EXERCISE DETAILS:
Within the data below, how many lines contain "Juntas"? Reply with the number only.

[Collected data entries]
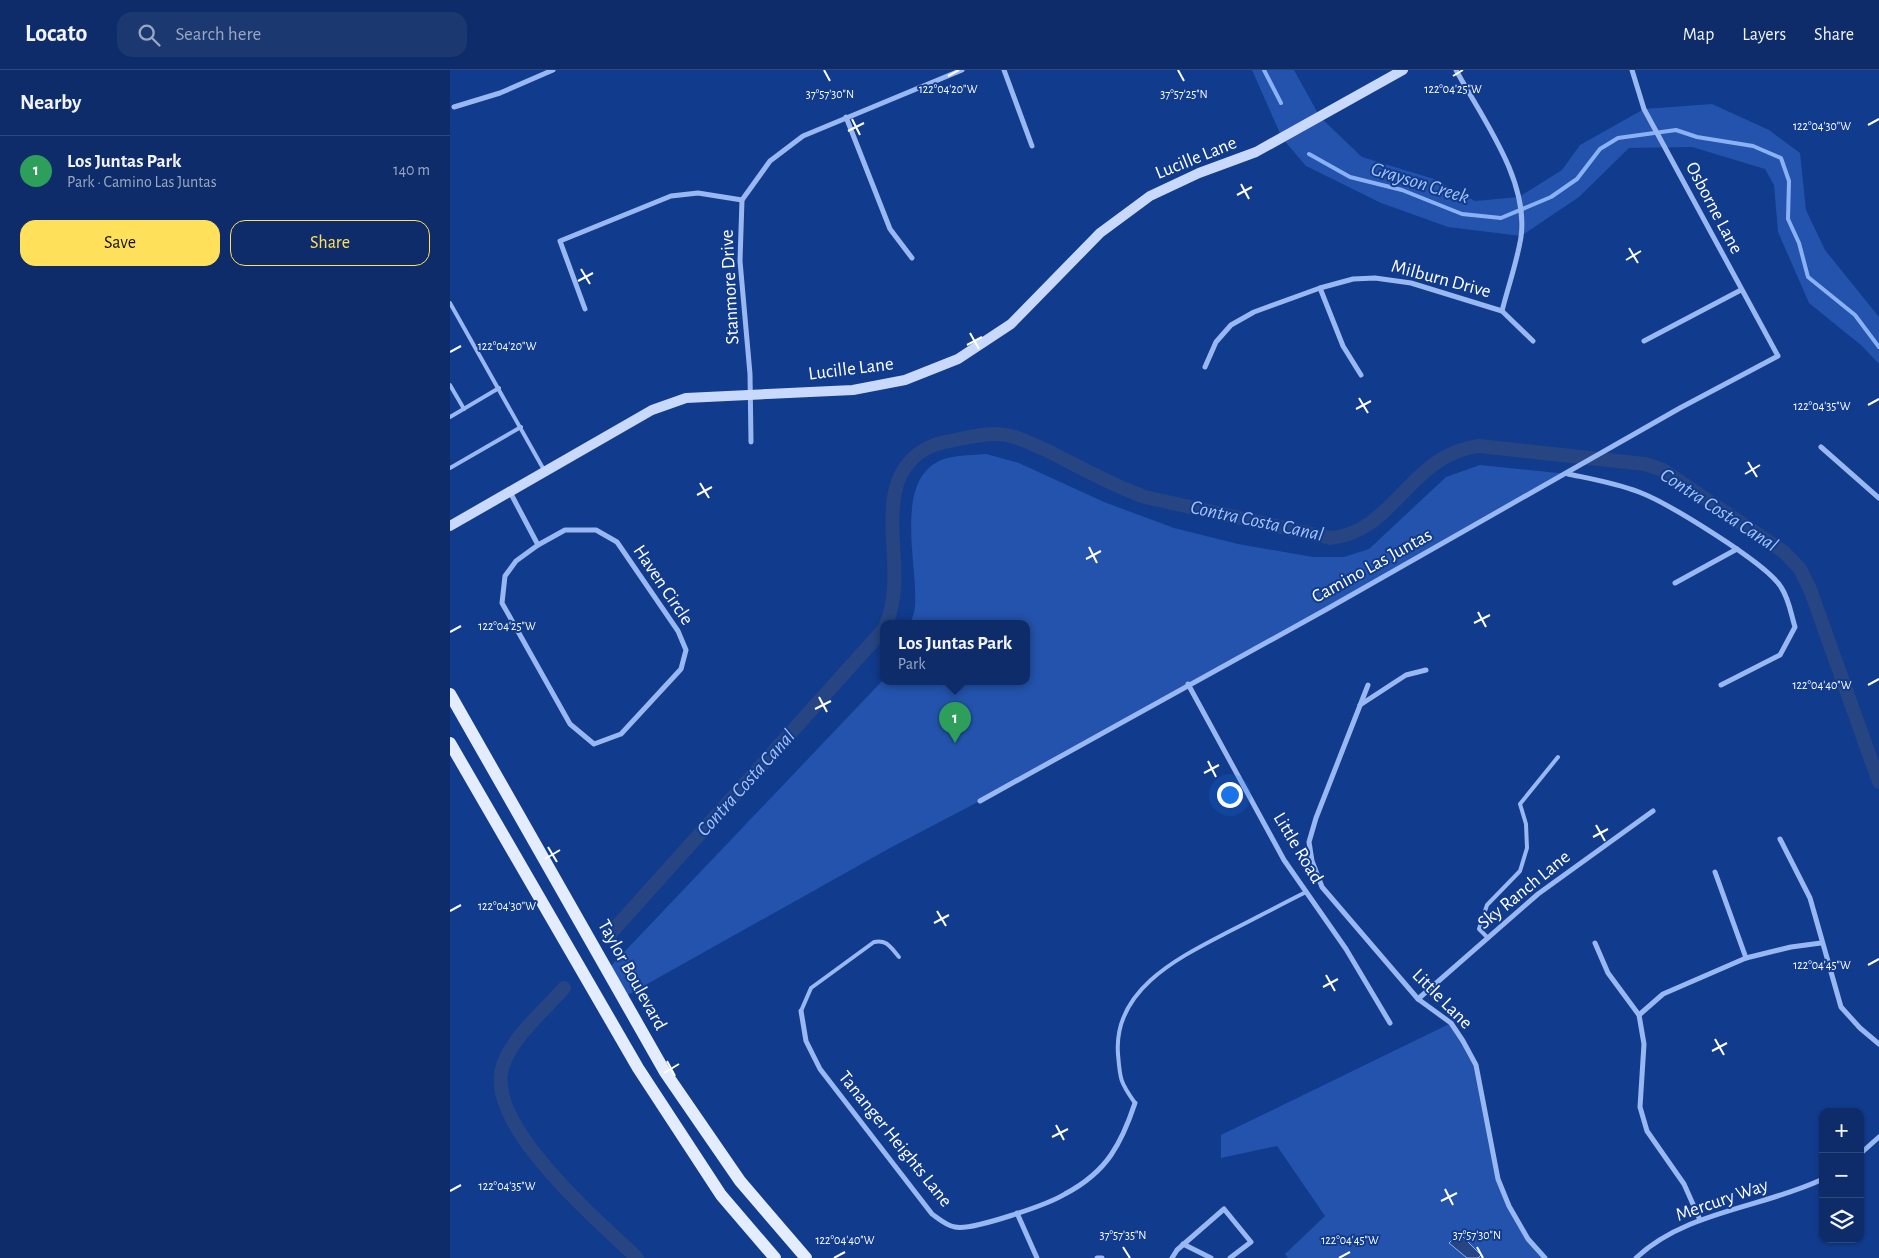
<!DOCTYPE html>
<html lang="en">
<head>
<meta charset="utf-8">
<style>
	body { margin:0; font-family:"Alegreya Sans",sans-serif; background:#1b3871; color:#f1f3f6 }
	.controls { position:absolute; right:15px; bottom:15px; display:grid; overflow:hidden; border-radius:10px; box-shadow:0 1px 4px #0004 }
	.controls button { width:45px; height:45px; display:grid; place-items:center; padding:0; border:0; border-bottom:1px solid #2d487d; background:#0d2c69; color:#f1f3f6; font:25px sans-serif }
	.you { position:absolute; left:779px; top:724px; width:18px; height:18px; margin:-12px; border:4px solid #fff; border-radius:50%; background:#1a73e8; box-shadow:0 0 0 8px #1a73e833 }
	.badge { display:grid; place-items:center; width:32px; height:32px; border-radius:50%; background:#ffe05a; color:#fff; font-size:16px; font-weight:700 }
	.pin { position:absolute; translate:-50% -41px; filter:drop-shadow(0 1px 2px #0008) }
	.pin::after { content:''; position:absolute; top:26px; width:18px; height:15px; background:inherit; clip-path:polygon(0 0,100% 0,50% 100%) }
	.popup { position:absolute; left:430px; top:550px; width:150px; height:65px; box-sizing:border-box; display:grid; place-content:center; border-radius:10px; background:#0d2c69; filter:drop-shadow(0 1px 4px #0005); font-size:16px; white-space:nowrap; color:#9aa7c0 }
	.popup b { font-size:19px; color:#f1f3f6 }
	.popup::after { content:''; position:absolute; left:50%; top:100%; margin-left:-10px; border:10px solid transparent; border-top-color:#0d2c69 }
	.list { margin:0; padding:0; list-style:none }
	h2 { display:flex; justify-content:space-between; align-items:center; height:65px; margin:0; padding:0 20px; font-size:21px }
	h2 small { font-size:16px; font-weight:400; color:#9aa7c0 }
	.list li { display:grid; grid-template-columns:32px 1fr auto; gap:15px; align-items:center; box-sizing:border-box; height:70px; padding:0 20px; border-top:1px solid #2d487d }
	.list b { display:block; font-size:19px; white-space:nowrap }
	.list p { margin:0; font-size:16px; white-space:nowrap; color:#9aa7c0 }
	.list em { font-size:16px; font-style:normal; color:#9aa7c0 }
	.actions { display:flex; gap:10px; padding:15px 20px }
	.actions a { flex:1; padding:11px 0; border:1px solid #ffe05a; border-radius:15px; text-align:center; font-size:18px; color:#ffe05a }
	.actions .main { background:#ffe05a; color:#111 }
	.icon { flex:none; width:28px; height:28px; fill:none; stroke:currentColor; stroke-width:2; stroke-linecap:round; stroke-linejoin:round }
	.map { position:relative; flex:none; width:1429px; height:1188px; overflow:hidden }
	header { display:flex; align-items:center; gap:30px; box-sizing:border-box; height:70px; padding:0 25px; background:#0d2c69; border-bottom:1px solid #2d487d }
	header strong { font-size:24px }
	nav { display:flex; gap:28px; margin-inline-start:auto; font-size:18px }
	.search { width:350px; height:45px; background:#1b3871; display:flex; align-items:center; gap:12px; box-sizing:border-box; padding:0 18px; border-radius:15px; color:#9aa7c0; font-size:19px }
	main { display:flex }
	aside { flex:1; background:#0d2c69 }
	.map>svg:first-child { display:block }
	.green { fill:#2353ac }
	.water { fill:#264582; stroke:#8bb1f5 }
	.lines { fill:none; stroke-linecap:round; stroke-linejoin:round }
	.stream { stroke:#8bb1f5; stroke-width:4 }
	.canal { stroke:#264582; stroke-width:14 }
	.lane { stroke:#99b8f1; stroke-width:4 }
	.street { stroke:#99b8f1; stroke-width:5 }
	.secondary { stroke:#c8d9fc; stroke-width:10 }
	.primary { stroke:#e4ecff; stroke-width:12 }
	.ticks { fill:none; stroke:#fff; stroke-width:2 }
	.labels { text-anchor:middle; dominant-baseline:central; stroke-width:4; stroke-linejoin:round; paint-order:stroke }
	.street-label { font-size:19px; fill:#fff; stroke:#113b8c }
	.water-label { font-size:20px; font-style:italic; fill:#a5c3f9; stroke:#113b8c }
	.ticks-label { font-size:12px; text-anchor:middle; fill:#fff; stroke:#113b8c; stroke-width:4; stroke-linejoin:round; paint-order:stroke }
</style>
</head>
<body>
<header>
<strong>Locato</strong>
<div class="search"><svg class="icon" aria-label="search" viewBox="0 0 24 24"><circle cx="10" cy="10" r="6"/><path d="M15 15l6 6"/></svg>Search here</div>
<nav><a>Map</a><a>Layers</a><a>Share</a></nav>
</header>
<main>
<aside>
<h2>Nearby<small></small></h2>
<ul class="list">
<li><span class="badge" style="background:#2e9e5b">1</span><div><b>Los Juntas Park</b><p>Park · Camino Las Juntas</p></div><em>140 m</em></li>
</ul>
<div class="actions"><a class="main">Save</a><a>Share</a></div>
</aside>
<div class="map">
<svg width="1429" height="1188" viewBox="0 0 1429 1188">
	<rect width="100%" height="100%" fill="#113b8c"/>
	<!-- green -->
	<g class="green">
		<path d="M802,0h42l26,47 42,40 72,22 41,22 44,-4 43,-27 18,-25 64,-36 68,-5 57,26 31,23 6,57 19,40 54,67v47l-17,-18 -53,-43 -31,-71 -4,-47 -9,-16 -73,-22 -63,1 -50,49 -58,39 -73,-9 -67,-24 -75,-37 -24,-28z"/>
		<path d="M536,384l33,9 85,39 70,26 64,16 75,13h31l25,-8 77,-72 34,-12 88,9 -514,288 -164,86 -266,149 -16,-28 276,-290v3h142v-58h-116c2,-6 5,-12 5,-18 3,-42 -23,-129 29,-147 12,-4 29,-4 42,-5z"/>
		<path d="M1001,953l25,42 22,114 30,60 17,19h-257l-3,-4 40,-38 -48,-70 -56,12v-23z"/>
	</g>
	<!-- water -->
	<path class="water" d="M1009,1163l22,22 -3,3h-11l-18,-15z"/>
	<g class="lines">
		<!-- stream -->
		<g class="stream">
			<path d="M814,0l17,33"/>
			<path d="M859,84l41,23 52,13 60,24 39,4 50,-21 26,-18 23,-30 18,-11 58,-8 21,7 56,9 28,12 8,23 -1,38 11,24 9,34 47,38 24,32"/>
		</g>
		<!-- canal -->
		<g class="canal">
			<path d="M436,554c18,-41 0,-90 9,-132 5,-26 24,-45 50,-50 17,-3 36,-9 53,-8 18,1 34,10 50,17 32,16 63,34 97,46l185,41c64,-5 80,-84 149,-92l166,18 18,6 121,82 16,17 10,20 69,193"/>
			<path d="M158,866l276,-307"/>
			<path d="M114,918c-21,24 -50,47 -61,77 -21,58 96,156 134,193"/>
		</g>
		<!-- lane -->
		<g class="lane">
			<path d="M0,233l94,167"/>
			<path d="M0,315l14,24"/>
			<path d="M0,347l49,-29"/>
			<path d="M0,398l71,-41"/>
			<path d="M1038,868l-9,-9 8,-24 33,-34 7,-23 -1,-24 -6,-20 38,-47"/>
			<path d="M351,941l10,-23 63,-46c13,-3 17,6 25,15"/>
			<path d="M685,1033c-15,-21 -15,-24 -17,-49 -5,-65 62,-97 110,-122 26,-13 52,-27 78,-40"/>
		</g>
		<!-- street -->
		<g class="street">
			<path d="M554,0l28,76"/>
			<path d="M1006,0c26,48 73,110 65,167 -4,25 -13,50 -19,74"/>
			<path d="M4,37l46,-14 53,-23"/>
			<path d="M396,47l44,112 22,29"/>
			<path d="M870,218l23,58 18,29"/>
			<path d="M135,239l-25,-68 111,-45 27,-3 44,7"/>
			<path d="M1194,271l97,-51"/>
			<path d="M755,297l11,-25 15,-17 23,-13 66,-24 33,-9 22,-1 36,5 91,28 31,30"/>
			<path d="M301,372l-1,-68 -10,-113 2,-61 28,-39 33,-25 159,-66"/>
			<path d="M1371,377l58,51"/>
			<path d="M1118,404c24,5 48,9 71,18 29,11 127,71 142,95 8,12 10,27 14,40l-15,28 -59,30"/>
			<path d="M60,422l28,53"/>
			<path d="M115,460h31l21,12 61,89 8,19 -5,19 -60,65 -27,10 -24,-20 -68,-121 3,-27 11,-15 22,-16z"/>
			<path d="M1225,513l62,-34"/>
			<path d="M738,614l96,176 62,89 44,74"/>
			<path d="M918,615l-52,133 -7,24 3,19 10,26 96,112 33,24 12,18 13,24 22,114 11,27 19,33 17,19"/>
			<path d="M910,635l46,-30 20,-5"/>
			<path d="M530,731l347,-192 353,-201 98,-52 -134,-247 -12,-39"/>
			<path d="M1330,769l30,59 31,109 19,21 19,16"/>
			<path d="M1265,802l31,86"/>
			<path d="M1145,873l13,30 31,42 5,29 -4,63 7,24 37,53 16,36"/>
			<path d="M968,929l120,-105 115,-83"/>
			<path d="M351,941l5,30 14,28 112,145c7,5 15,12 23,13 17,4 94,-23 110,-33 17,-9 35,-23 46,-39 11,-16 18,-34 24,-52"/>
			<path d="M1189,945l24,-21 83,-36 45,-11 30,-4"/>
			<path d="M1410,1084l19,-17"/>
			<path d="M567,1143l20,45"/>
			<path d="M733,1174l28,14"/>
			<path d="M647,1188h5"/>
			<path d="M722,1188l5,-8 47,-41 27,33 -21,16"/>
			<path d="M1186,1188c50,-47 126,-50 187,-79"/>
		</g>
		<!-- secondary -->
		<path class="secondary" d="M0,456l202,-116 34,-12 167,-8 52,-10 53,-21 53,-35 89,-91 50,-37 49,-23 57,-21 147,-82"/>
		<!-- primary -->
		<g class="primary">
			<path d="M0,624l215,378 75,109 66,77"/>
			<path d="M0,673l188,325 83,127 54,63"/>
		</g>
	</g>
	<!-- ticks -->
	<path class="ticks" d="M374,0l6,11M728,0l6,11M498,6l11,-6M1003,6l10,-6M402,49l8,16M1418,55l11,-6M398,61l16,-8M791,114l8,15M787,125l15,-8M1179,178l9,15M1176,190l15,-9M131,199l9,15M128,211l15,-8M520,263l9,16M517,275l15,-8M0,282l11,-6M909,328l9,15M1418,335l11,-6M906,339l15,-8M1298,392l9,15M1295,404l15,-9M250,413l9,15M247,425l15,-8M639,477l8,16M636,489l15,-8M1028,542l8,15M1024,553l16,-8M0,562l11,-6M1418,615l11,-6M369,627l8,15M365,639l16,-8M758,691l8,16M754,703l15,-8M1146,755l9,16M1143,767l15,-8M98,777l9,15M95,789l15,-9M0,841l11,-6M487,841l9,15M484,853l15,-8M1418,895l11,-6M876,905l9,16M873,917l15,-8M1265,969l9,16M1262,981l15,-8M217,991l8,15M214,1003l15,-9M606,1055l8,15M602,1067l16,-8M995,1119l8,16M0,1121l11,-6M991,1131l16,-8M673,1177l7,11M1027,1177l6,11M384,1188l11,-6M889,1188l11,-6"/>
	<g class="labels">
		<!-- street labels -->
		<g class="street-label">
			<text transform="translate(746 88) rotate(-22)">Lucille Lane</text>
			<text transform="translate(1264 138) rotate(62)">Osborne Lane</text>
			<text transform="translate(991 209) rotate(15)">Milburn Drive</text>
			<text transform="translate(280 217) rotate(-93)">Stanmore Drive</text>
			<text transform="translate(401 299) rotate(-7)">Lucille Lane</text>
			<text transform="translate(922 496) rotate(-29)">Camino Las Juntas</text>
			<text transform="translate(213 515) rotate(56)">Haven Circle</text>
			<text transform="translate(848 778) rotate(59)">Little Road</text>
			<text transform="translate(1074 820) rotate(-39)">Sky Ranch Lane</text>
			<text transform="translate(182 905) rotate(61)">Taylor Boulevard</text>
			<text transform="translate(992 929) rotate(45)">Little Lane</text>
			<text transform="translate(445 1069) rotate(51)">Tananger Heights Lane</text>
			<text transform="translate(1272 1130) rotate(-19)">Mercury Way</text>
		</g>
		<!-- water labels -->
		<g class="water-label">
			<text transform="translate(970 113) rotate(17)">Grayson Creek</text>
			<text transform="translate(1269 440) rotate(33)">Contra Costa Canal</text>
			<text transform="translate(807 451) rotate(12)">Contra Costa Canal</text>
			<text transform="translate(296 713) rotate(-48)">Contra Costa Canal</text>
		</g>
	</g>
	<g class="ticks-label">
		<text x="498" y="23">122°04'20"W</text>
		<text x="1003" y="23">122°04'25"W</text>
		<text x="380" y="28">37°57'30"N</text>
		<text x="734" y="28">37°57'25"N</text>
		<text x="1372" y="60">122°04'30"W</text>
		<text x="57" y="280">122°04'20"W</text>
		<text x="1372" y="340">122°04'35"W</text>
		<text x="57" y="560">122°04'25"W</text>
		<text x="1372" y="619">122°04'40"W</text>
		<text x="57" y="840">122°04'30"W</text>
		<text x="1372" y="899">122°04'45"W</text>
		<text x="57" y="1120">122°04'35"W</text>
		<text x="673" y="1169">37°57'35"N</text>
		<text x="1027" y="1169">37°57'30"N</text>
		<text x="395" y="1174">122°04'40"W</text>
		<text x="900" y="1174">122°04'45"W</text>
	</g>
</svg>
<div class="controls">
<button>+</button>
<button>−</button>
<button><svg class="icon" aria-label="layers" viewBox="0 0 24 24"><path d="M12 4l9 5-9 5-9-5zM3 14l9 5 9-5"/></svg></button>
</div>
<div class="you"></div>
<div class="pin badge" style="left:505px;top:673px;background:#2e9e5b">1</div>
<div class="popup"><b>Los Juntas Park</b>Park</div>
</div>
</main>
</body>
</html>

ANSWER TO THE EXERCISE:
3